La Calabria dove non ha strade costruisce ponti. E così ti sembra di essere salito sul tetto del mondo. Là dove non esiste tempo, confine, bisogno. Solo occhi per pregare. E mani per danzare.
Forse, un giorno mi perderò. Mi dico, pensando a quel che ancora non ho visto. Ed è da lì che ripartirò. Da un passo, da una ferita, da una insurrezione balzana della curiosità.

Perché ho bisogno solo di camminare e guardare i luoghi, i paesi, gli spigoli del passato, che ho sotto gli occhi, e che pure, invece, non vedo.
Perché nei loro confronti ho un obbligo. Morale e sociale. Di riconoscenza e premura.
È da loro che vorrei poter ricominciare. Dalle queste montagne, da questi paesi abbandonati, dalla loro gente rintanata in se stessa. Dalle loro feste colorate e sobrie, al tempo stesso. Dai loro silenzi immortali. E dalle loro radici aggrovigliate. Dai luoghi in cui rimane sospesa la vita e la speranza di poter continuare la storia.
È da Alessandria del Carretto che voglio ripartire.
Perché, ne sono certo, è lì che tornerò per essere accolto.
E quando, domani, sarò lassù, al valico del mio appenino, non ricorderò la pioggia o la polvere che ho masticato. E neppure la pioggia e la nebbia che mi hanno reso ostile il cammino.

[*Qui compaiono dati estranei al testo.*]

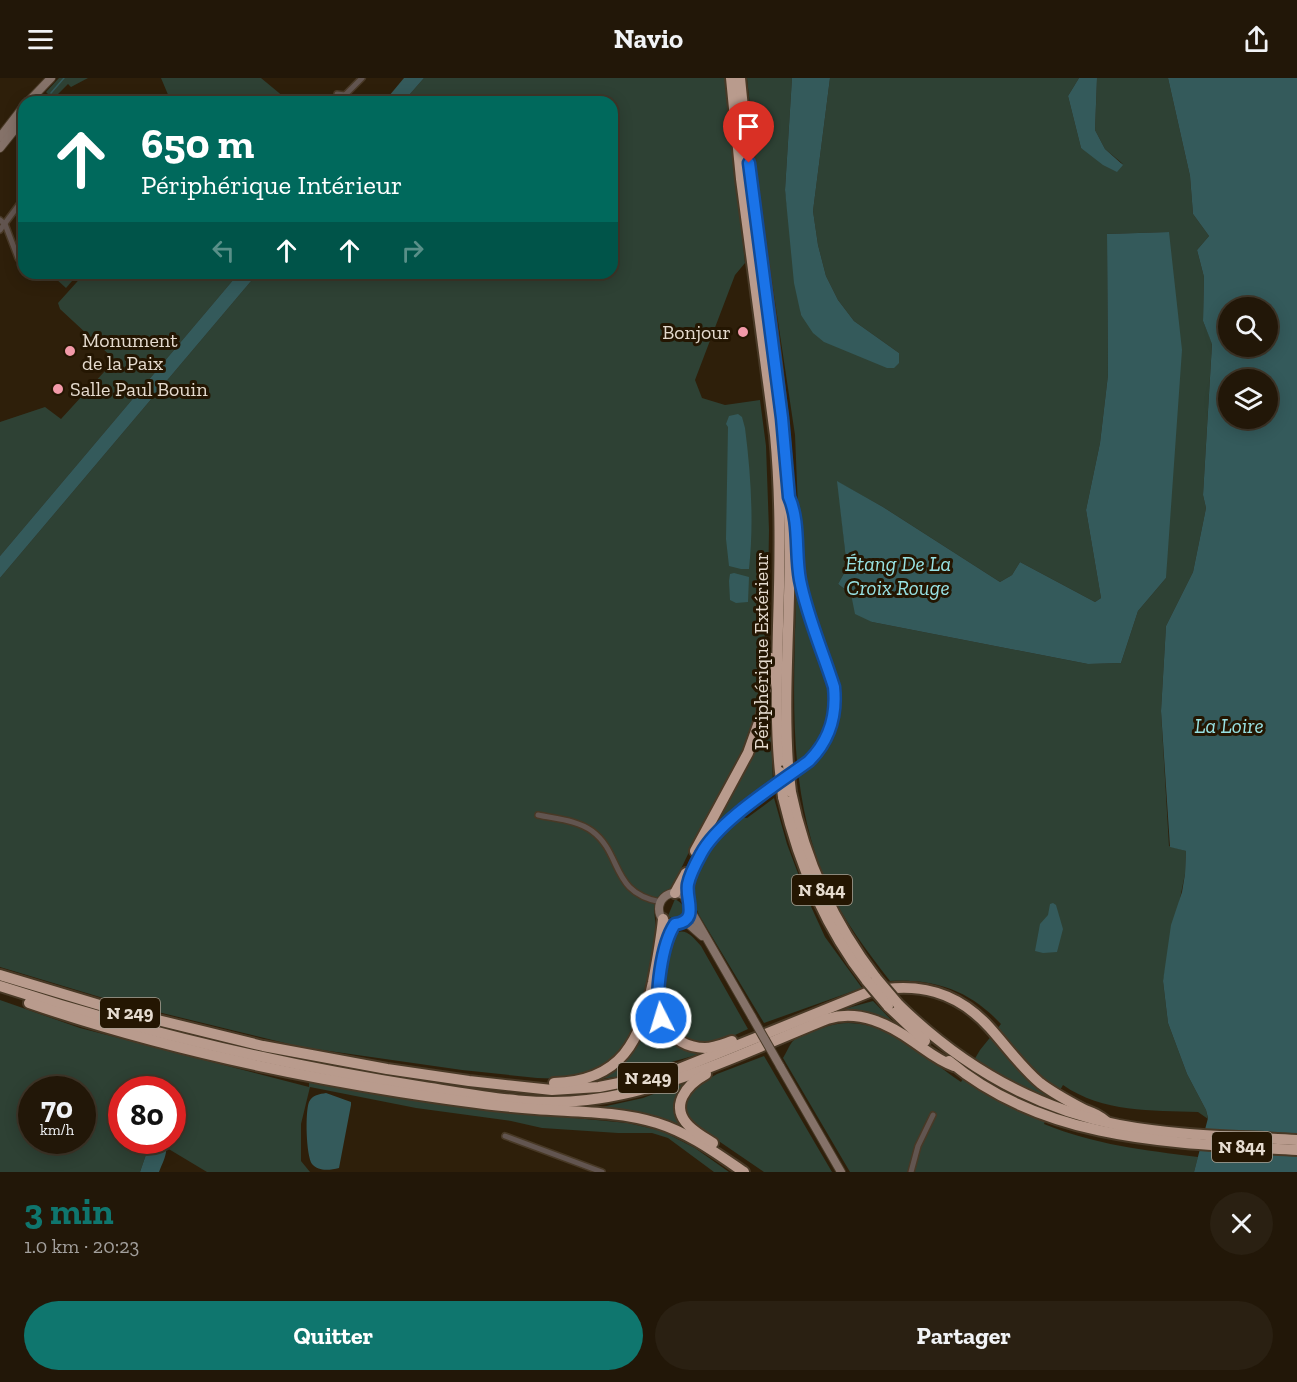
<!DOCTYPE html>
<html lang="fr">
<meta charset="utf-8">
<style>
body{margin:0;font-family:"Zilla Slab",serif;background:#2a2012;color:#f1f3f6;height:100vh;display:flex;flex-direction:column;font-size:22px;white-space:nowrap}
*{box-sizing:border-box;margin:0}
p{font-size:20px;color:#a29f9c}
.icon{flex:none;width:33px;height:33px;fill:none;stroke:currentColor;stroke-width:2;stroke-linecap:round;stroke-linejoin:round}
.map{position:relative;height:1094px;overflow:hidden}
.panel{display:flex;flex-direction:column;background:#221708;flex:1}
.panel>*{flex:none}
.banner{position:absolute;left:18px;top:18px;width:600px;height:183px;border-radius:18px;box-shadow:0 3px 15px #0003,0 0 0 2px #3f3629;background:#00695c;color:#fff;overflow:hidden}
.controls{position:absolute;left:1218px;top:219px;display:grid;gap:12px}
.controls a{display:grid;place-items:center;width:60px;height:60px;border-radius:50%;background:#221708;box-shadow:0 3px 15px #0003,0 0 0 2px #3f3629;font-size:30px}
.speed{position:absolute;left:18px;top:998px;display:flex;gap:12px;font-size:30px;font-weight:700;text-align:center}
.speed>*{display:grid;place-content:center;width:78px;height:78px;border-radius:50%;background:#221708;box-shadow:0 3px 15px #0003,0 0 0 2px #3f3629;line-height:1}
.speed small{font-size:15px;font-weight:400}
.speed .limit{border:9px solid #d22;background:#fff;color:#111}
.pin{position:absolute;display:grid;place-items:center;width:51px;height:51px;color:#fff;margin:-62px -26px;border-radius:50% 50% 50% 0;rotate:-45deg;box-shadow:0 0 6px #0007}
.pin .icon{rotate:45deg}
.me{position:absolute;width:66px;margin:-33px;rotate:355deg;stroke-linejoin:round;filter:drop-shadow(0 0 4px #0008)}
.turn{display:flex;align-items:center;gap:21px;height:126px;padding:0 24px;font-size:27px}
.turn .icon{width:78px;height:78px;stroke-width:2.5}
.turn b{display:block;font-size:42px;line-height:51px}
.lanes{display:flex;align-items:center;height:57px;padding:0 24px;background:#0003;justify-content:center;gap:30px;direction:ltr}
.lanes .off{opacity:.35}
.round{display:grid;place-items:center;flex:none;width:63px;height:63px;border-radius:32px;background:#2a2012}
.summary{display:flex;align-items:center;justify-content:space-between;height:102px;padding:0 24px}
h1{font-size:36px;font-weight:800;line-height:45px;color:#0f766e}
.cta{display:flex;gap:12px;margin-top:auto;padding:12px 24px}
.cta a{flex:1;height:69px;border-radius:36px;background:#0f766e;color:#fff;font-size:24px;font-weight:800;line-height:69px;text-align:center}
.cta a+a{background:#2a2012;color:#f1f3f6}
header{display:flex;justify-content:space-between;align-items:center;height:78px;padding:0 24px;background:#221708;font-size:27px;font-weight:800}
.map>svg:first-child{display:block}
</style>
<header><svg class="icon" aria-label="menu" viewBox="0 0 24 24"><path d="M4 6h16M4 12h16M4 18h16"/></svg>Navio<svg class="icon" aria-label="share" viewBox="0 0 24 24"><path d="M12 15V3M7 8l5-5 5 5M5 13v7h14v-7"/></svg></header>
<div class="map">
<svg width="1297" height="1094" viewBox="0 0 1297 1094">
<rect width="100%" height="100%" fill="#2e1f0a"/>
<g fill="#2e4134" fill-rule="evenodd">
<polygon points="59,0 88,0 71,9 68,6 53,21 46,14"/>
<polygon points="161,0 261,0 290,24 166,24 169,19"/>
<path d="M424 0H726L745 185 735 197 695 302 702 320 725 327 760 322 766 368 769 452 767 574 762 617 752 652 736 689 689 774 672 810 660 818 654 831 656 852 645 912 663 915 672 857C685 848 692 858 701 868L748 951 720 964 706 966 700 976 622 998 595 1002 537 1000 462 992 301 969 113 923 0 889V500L258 195H612V24H403Z"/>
<path d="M747 0H792L785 112 801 237 899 275 854 243 838 222 826 198 818 167 813 133 830 0H1079L1068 18 1081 70 1123 86 1105 71 1095 52 1097 0H1168L1190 98 1193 136 1209 158 1197 172 1204 199 1203 243 1212 265 1203 417 1206 430 1193 494 1166 548 1161 633 1169 768 1186 773 1185 796 1163 903 1168 945 1187 996 1206 1032 1208 1041 1198 1034C1151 1032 1103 1035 1063 1007L1050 1030 1044 1046C1096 1067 1143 1072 1198 1079L1194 1094H850L783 980C786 975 789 968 792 964 798 957 813 953 822 950 876 930 919 976 961 1004L980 972 1001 946C969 912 936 901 890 903 867 873 843 842 828 808 786 714 794 616 796 516L806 512 800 479 795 357 761 130ZM1169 154 1166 500 1138 533 1121 585 1088 586 872 544 851 516 838 506 847 490 838 404 883 429 1000 504 1012 497 1020 484 1095 524 1101 520 1086 432 1100 365 1108 297 1107 156Z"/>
<polygon points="59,195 79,195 66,210 55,200"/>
<polygon points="85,195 239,195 0,478 0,344 45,329 61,341 115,282 60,231 58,225"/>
<polygon points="770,622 773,706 717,748 715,746 758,663"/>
<polygon points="774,720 787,766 808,822 825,859 862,910 764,945 699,837 692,820 692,814 696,799 705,778 712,766 739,739 747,740"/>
<path d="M675 821C684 826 688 833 679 841H673L668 838Z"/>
<path d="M0 922 80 950 309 1009V1004L478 1031 628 1045 662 1053 695 1070 729 1094H714L668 1060 652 1055H618L542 1050 511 1043 416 1030 310 1009 301 1046V1083L310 1094H207L167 1070 166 1067 158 1062H172V1011H122V1062H151L140 1094H0ZM32 1011H82V1062H32Z"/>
<path d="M873 923 901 952C871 935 866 933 830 935Z"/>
<polygon points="764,978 832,1094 764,1094 704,1053 686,1052 601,1032 602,1029 643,1020 685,1004 693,1010 717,996"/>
</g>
<g fill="#345a5b" fill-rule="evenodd">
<polygon points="404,0 424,0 403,24 384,24"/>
<polygon points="792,0 830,0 813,133 818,167 826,198 838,222 854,243 899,275 899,285 894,290 887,290 824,264 813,255 801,237 794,205 785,112"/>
<polygon points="1079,0 1097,0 1095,52 1105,71 1123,87 1117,94 1103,87 1081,70 1068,18"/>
<path d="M1168 0H1297V1094H1194L1208 1040 1206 1032 1187 996 1168 945 1163 903 1171 847 1182 814 1185 796 1186 773 1170 769 1161 633 1166 548 1193 494 1206 430 1203 417 1212 266 1203 243 1204 199 1197 172 1209 158 1193 136 1190 98ZM1228 230H1268V268H1228ZM1228 302H1268V340H1228Z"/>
<polygon points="1169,154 1182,272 1166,500 1138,533 1121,585 1088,586 872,544 855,536 851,516 838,506 847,490 837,403 883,429 1000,504 1012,497 1020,484 1095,524 1101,520 1086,432 1100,365 1108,297 1107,156"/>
<polygon points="239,195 258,195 0,500 0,478"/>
<path d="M738 336 742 339 745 350C751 396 754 445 749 491H741L729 488 726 461 728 349 726 346 729 338Z"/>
<polygon points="734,495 749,499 748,524 736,525 730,522 729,503 730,496"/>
<polygon points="1053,825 1056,827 1063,851 1057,874 1043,875 1035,873 1040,846 1048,837 1050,826"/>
<path d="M326 1015 351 1024V1027L339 1090C330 1092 319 1094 312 1086 306 1077 305 1034 309 1024 312 1017 320 1016 326 1015Z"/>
<path d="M151 1062C175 1062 165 1079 159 1094H140Z"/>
</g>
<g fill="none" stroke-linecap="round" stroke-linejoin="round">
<polyline stroke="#345a5b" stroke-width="1.5" points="51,15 64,0"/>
<g stroke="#483926" stroke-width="8">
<g id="street">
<polyline points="337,16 345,17 362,0"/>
<polyline points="0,142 5,146 18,180"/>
<polyline points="0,152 24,120"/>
<path d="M538 737C556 741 577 742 592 753 623 776 610 815 661 824"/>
<polyline points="505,1058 602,1094"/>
<polyline points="911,1094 918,1068 933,1037"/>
</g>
</g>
<g stroke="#483926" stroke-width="10">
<g id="secondary">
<polyline points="28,24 51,0"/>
<polyline points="0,59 24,28"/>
<polyline points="0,70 24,40"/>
<circle cx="675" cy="831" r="16"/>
<polyline points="691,833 752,939"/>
<polyline points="685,843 702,858"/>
<polyline points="780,988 841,1094"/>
</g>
</g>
<g stroke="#483926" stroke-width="14">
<g id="highway">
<path d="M731 0 741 101 775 357C781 420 780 484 778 548 777 597 775 645 780 694"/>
<path d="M740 0C753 139 780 276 788 415 794 506 782 597 788 687"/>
<path d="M791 714C805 782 833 844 876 900"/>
<path d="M783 719C799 787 824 848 867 903"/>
<polyline points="695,773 748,675 762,636 771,580"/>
<polyline points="675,815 686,795"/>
<path d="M687 820C689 756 764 717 809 683 830 662 837 638 834 609L802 515 795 450"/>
<polyline points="666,869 670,854 675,846"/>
<path d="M0 897 113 931 263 968 387 991 469 1003 552 1012 599 1009 669 995 869 914C917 903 957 913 990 950 1007 969 1021 989 1040 1005 1053 1015 1068 1023 1083 1031 1093 1035 1099 1037 1107 1044"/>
<path d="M660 902C654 934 667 969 705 970 714 970 723 966 732 963"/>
<path d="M0 908C138 953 281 987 424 1009 477 1017 534 1029 587 1022 672 1012 749 972 827 941 859 931 889 946 914 964 927 973 939 983 954 988"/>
<path d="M29 925C149 966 274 994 400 1014 445 1021 490 1028 535 1031 575 1034 618 1033 657 1045 689 1055 716 1075 744 1094"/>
<path d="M898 926C960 987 1034 1030 1119 1047 1177 1058 1238 1058 1297 1062"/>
<polyline points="888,928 925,963"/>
<path d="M949 983C1047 1065 1176 1065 1297 1072"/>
<path d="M706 996C686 1007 669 1028 689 1048 696 1055 705 1060 713 1065"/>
<path d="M554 1005C622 1003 640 963 653 904 657 883 661 862 663 841"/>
</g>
</g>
<use href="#street" stroke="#625550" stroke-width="5"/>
<use href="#secondary" stroke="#857269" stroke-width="8"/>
<use href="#highway" stroke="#b99b8d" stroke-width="10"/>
<g stroke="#483926" stroke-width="10" stroke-linecap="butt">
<polyline id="secondary-bridge" points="752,939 780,988"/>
</g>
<g stroke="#483926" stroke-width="14" stroke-linecap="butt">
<g id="highway-bridge">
<polyline points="788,687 791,714"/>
<polyline points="780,694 783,719"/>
<polyline points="876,900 898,926"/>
<polyline points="867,903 888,928"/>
</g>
</g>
<use href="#secondary-bridge" stroke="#857269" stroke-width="8"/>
<use href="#highway-bridge" stroke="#b99b8d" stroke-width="10"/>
</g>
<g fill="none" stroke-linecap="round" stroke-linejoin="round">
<g stroke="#114b97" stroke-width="15">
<path id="route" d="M661 940C654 918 662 865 675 846 700 843 685 821 688 806 690 796 696 785 701 776 718 743 778 706 809 683 830 662 837 638 834 609 823 574 807 538 800 502 795 475 800 444 789 419L782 340 749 85"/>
</g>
<use href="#route" stroke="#1a73e8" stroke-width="10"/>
</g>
<g fill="#f39aa9" stroke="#241602" stroke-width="2">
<circle cx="743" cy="254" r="6"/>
<circle cx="70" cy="273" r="6"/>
<circle cx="58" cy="311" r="6"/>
</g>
<g text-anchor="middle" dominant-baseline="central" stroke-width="6" stroke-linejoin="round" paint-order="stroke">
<g fill="#241602" stroke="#aba092" stroke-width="1.5">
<rect x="792" y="797" width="60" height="30" rx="4.5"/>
<rect x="100" y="920" width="60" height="30" rx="4.5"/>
<rect x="618" y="985" width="60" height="30" rx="4.5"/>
<rect x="1212" y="1054" width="60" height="30" rx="4.5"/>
</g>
<g font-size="18" font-weight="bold" fill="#e5dbcf">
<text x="822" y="812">N 844</text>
<text x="130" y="935">N 249</text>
<text x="648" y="1000">N 249</text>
<text x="1242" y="1069">N 844</text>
</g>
<g font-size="20" fill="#e5dbcf" stroke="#241602" text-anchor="start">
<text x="731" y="254" text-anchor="end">Bonjour</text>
<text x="82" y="262">Monument<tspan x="82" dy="23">de la Paix</tspan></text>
<text x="70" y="311">Salle Paul Bouin</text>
</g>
<g font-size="20" fill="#e5dbcf" stroke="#241602">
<text transform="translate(761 573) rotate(-90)">Périphérique Extérieur</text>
</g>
<g font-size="21" font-style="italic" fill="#98e2e4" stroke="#241602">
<text x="898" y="485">Étang De La<tspan x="898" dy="24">Croix Rouge</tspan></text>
<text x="1229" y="647">La Loire</text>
</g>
</g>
</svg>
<div class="controls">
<a><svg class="icon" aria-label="search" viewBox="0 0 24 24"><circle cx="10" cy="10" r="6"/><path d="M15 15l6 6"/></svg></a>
<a><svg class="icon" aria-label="layers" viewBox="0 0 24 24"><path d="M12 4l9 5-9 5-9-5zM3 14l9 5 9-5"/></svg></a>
</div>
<div class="speed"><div>70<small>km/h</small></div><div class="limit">80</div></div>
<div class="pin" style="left:749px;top:85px;background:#d93025"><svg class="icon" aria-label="arrive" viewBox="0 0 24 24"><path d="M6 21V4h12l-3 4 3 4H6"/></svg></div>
<svg class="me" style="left:661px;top:940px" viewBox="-20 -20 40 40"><circle r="17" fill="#1a73e8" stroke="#fff" stroke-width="3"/><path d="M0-11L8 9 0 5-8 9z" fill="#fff"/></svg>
<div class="banner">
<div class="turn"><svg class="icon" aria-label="ahead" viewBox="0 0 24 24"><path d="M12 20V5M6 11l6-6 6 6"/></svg><div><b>650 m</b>Périphérique Intérieur</div></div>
<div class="lanes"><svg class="icon off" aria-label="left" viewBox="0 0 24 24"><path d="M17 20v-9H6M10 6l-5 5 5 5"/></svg><svg class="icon" aria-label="ahead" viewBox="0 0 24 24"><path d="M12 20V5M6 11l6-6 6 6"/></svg><svg class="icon" aria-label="ahead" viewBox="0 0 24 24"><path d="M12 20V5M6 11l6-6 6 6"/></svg><svg class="icon off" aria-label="right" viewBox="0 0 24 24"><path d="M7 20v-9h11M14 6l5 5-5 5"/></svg></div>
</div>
</div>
<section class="panel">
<div class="summary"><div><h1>3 min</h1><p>1.0 km · 20:23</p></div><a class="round"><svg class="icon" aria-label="close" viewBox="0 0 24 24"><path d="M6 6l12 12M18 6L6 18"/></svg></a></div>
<div class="cta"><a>Quitter</a><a>Partager</a></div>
</section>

Conterò i sorrisi di chi ho incrociato tra questa gente, schiva di sospetto e madida di accoglienza, che è stata amico dei miei passi.
Dirò che la mia terra è sacrificio e rinuncia di altro.
Un voto fatto alla conoscenza.
Reciterò la bellezza di Alessandria del Carretto come fosse una preghiera.
Perché un luogo non te lo può raccontare nessuno.
Un luogo ti attende per raccontarsi da sé.
Una domenica di febbraio, quando la merla è già in volo e i Połëcënëllë biëllë battezzano il raccolto. Che sa di vita e primavera.